Problem description: Go through the lines below and repeat each one exactly, skipping pictures.

Records for the exercise:
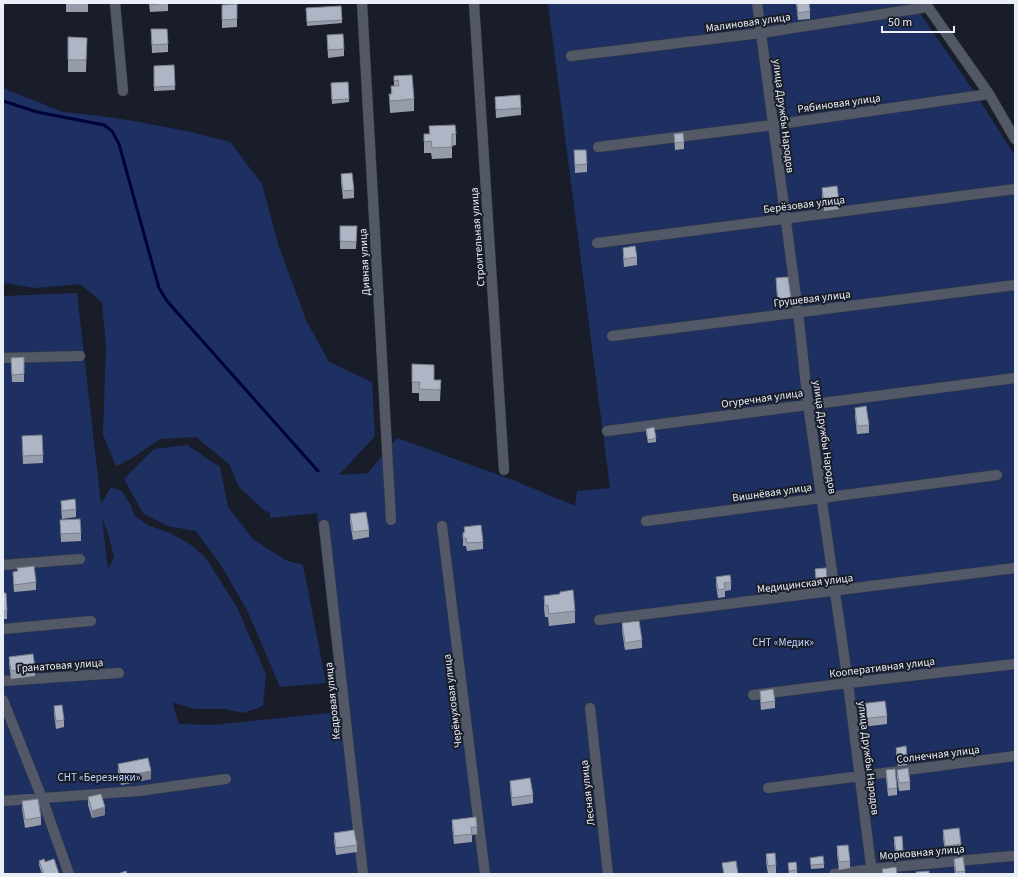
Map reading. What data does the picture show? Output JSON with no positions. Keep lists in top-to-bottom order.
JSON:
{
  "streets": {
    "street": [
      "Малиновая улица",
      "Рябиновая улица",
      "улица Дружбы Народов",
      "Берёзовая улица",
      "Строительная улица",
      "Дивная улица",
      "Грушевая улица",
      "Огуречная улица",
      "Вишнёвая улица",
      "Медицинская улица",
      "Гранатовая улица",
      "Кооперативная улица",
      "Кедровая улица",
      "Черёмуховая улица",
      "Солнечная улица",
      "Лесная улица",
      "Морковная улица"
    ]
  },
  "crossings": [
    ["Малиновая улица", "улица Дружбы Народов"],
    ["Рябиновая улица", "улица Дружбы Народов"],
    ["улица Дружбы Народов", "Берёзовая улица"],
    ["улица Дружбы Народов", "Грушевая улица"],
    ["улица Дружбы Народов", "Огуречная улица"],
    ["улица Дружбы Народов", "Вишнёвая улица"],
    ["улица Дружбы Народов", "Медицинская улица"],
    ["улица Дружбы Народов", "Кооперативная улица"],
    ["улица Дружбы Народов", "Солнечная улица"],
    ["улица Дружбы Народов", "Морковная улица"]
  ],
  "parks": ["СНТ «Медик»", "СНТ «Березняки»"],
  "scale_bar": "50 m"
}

Answer:
Map reading. What data does the picture show? Output JSON with no positions. Keep lists in top-to-bottom order.
JSON:
{
  "streets": {
    "street": [
      "Малиновая улица",
      "Рябиновая улица",
      "улица Дружбы Народов",
      "Берёзовая улица",
      "Строительная улица",
      "Дивная улица",
      "Грушевая улица",
      "Огуречная улица",
      "Вишнёвая улица",
      "Медицинская улица",
      "Гранатовая улица",
      "Кооперативная улица",
      "Кедровая улица",
      "Черёмуховая улица",
      "Солнечная улица",
      "Лесная улица",
      "Морковная улица"
    ]
  },
  "crossings": [
    ["Малиновая улица", "улица Дружбы Народов"],
    ["Рябиновая улица", "улица Дружбы Народов"],
    ["улица Дружбы Народов", "Берёзовая улица"],
    ["улица Дружбы Народов", "Грушевая улица"],
    ["улица Дружбы Народов", "Огуречная улица"],
    ["улица Дружбы Народов", "Вишнёвая улица"],
    ["улица Дружбы Народов", "Медицинская улица"],
    ["улица Дружбы Народов", "Кооперативная улица"],
    ["улица Дружбы Народов", "Солнечная улица"],
    ["улица Дружбы Народов", "Морковная улица"]
  ],
  "parks": ["СНТ «Медик»", "СНТ «Березняки»"],
  "scale_bar": "50 m"
}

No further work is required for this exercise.